▶ Instructions for the task
Counting from the line that holds "Find all place", return each line exactly, through and including the last line of the entries.

Dataset entries
----------------

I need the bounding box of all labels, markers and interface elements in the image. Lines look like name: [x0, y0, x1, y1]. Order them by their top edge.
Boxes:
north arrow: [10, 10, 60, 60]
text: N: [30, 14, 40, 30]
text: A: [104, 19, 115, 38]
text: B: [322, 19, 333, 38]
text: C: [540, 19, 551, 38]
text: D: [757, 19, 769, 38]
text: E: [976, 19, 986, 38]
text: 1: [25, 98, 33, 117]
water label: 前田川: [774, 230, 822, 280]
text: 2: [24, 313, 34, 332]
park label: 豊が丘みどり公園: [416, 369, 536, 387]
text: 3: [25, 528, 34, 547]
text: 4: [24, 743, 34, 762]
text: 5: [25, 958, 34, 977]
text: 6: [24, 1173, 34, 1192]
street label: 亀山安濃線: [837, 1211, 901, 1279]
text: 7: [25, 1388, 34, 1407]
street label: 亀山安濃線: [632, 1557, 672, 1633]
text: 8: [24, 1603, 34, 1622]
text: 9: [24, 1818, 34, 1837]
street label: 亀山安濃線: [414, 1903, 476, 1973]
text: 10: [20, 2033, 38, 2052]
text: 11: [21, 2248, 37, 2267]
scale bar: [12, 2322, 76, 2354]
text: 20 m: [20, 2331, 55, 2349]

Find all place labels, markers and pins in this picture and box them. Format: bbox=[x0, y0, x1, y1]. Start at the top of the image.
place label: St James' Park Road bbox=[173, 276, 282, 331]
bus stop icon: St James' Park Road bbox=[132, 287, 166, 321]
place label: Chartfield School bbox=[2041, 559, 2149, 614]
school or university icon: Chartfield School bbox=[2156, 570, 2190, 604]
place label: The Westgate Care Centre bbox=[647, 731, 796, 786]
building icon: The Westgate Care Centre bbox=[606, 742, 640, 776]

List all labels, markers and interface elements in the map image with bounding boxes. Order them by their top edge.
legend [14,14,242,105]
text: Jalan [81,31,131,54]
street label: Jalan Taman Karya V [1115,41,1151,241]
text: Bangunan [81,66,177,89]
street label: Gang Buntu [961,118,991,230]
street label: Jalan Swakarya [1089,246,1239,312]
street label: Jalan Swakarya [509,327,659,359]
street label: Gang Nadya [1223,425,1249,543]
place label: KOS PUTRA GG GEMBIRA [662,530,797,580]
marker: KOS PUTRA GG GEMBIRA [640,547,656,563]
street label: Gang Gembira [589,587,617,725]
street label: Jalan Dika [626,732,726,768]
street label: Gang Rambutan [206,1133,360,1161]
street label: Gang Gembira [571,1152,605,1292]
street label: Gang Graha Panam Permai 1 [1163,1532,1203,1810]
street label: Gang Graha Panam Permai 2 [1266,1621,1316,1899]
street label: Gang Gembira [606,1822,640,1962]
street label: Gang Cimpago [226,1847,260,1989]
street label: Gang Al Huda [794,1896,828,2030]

----------------

▶ Result for this task
Find all place labels, markers and pins in this picture and box them. Format: bbox=[x0, y0, x1, y1]. Start at the top of the image.
place label: St James' Park Road bbox=[173, 276, 282, 331]
bus stop icon: St James' Park Road bbox=[132, 287, 166, 321]
place label: Chartfield School bbox=[2041, 559, 2149, 614]
school or university icon: Chartfield School bbox=[2156, 570, 2190, 604]
place label: The Westgate Care Centre bbox=[647, 731, 796, 786]
building icon: The Westgate Care Centre bbox=[606, 742, 640, 776]

List all labels, markers and interface elements in the map image with bounding boxes. Order them by their top edge.
legend [14,14,242,105]
text: Jalan [81,31,131,54]
street label: Jalan Taman Karya V [1115,41,1151,241]
text: Bangunan [81,66,177,89]
street label: Gang Buntu [961,118,991,230]
street label: Jalan Swakarya [1089,246,1239,312]
street label: Jalan Swakarya [509,327,659,359]
street label: Gang Nadya [1223,425,1249,543]
place label: KOS PUTRA GG GEMBIRA [662,530,797,580]
marker: KOS PUTRA GG GEMBIRA [640,547,656,563]
street label: Gang Gembira [589,587,617,725]
street label: Jalan Dika [626,732,726,768]
street label: Gang Rambutan [206,1133,360,1161]
street label: Gang Gembira [571,1152,605,1292]
street label: Gang Graha Panam Permai 1 [1163,1532,1203,1810]
street label: Gang Graha Panam Permai 2 [1266,1621,1316,1899]
street label: Gang Gembira [606,1822,640,1962]
street label: Gang Cimpago [226,1847,260,1989]
street label: Gang Al Huda [794,1896,828,2030]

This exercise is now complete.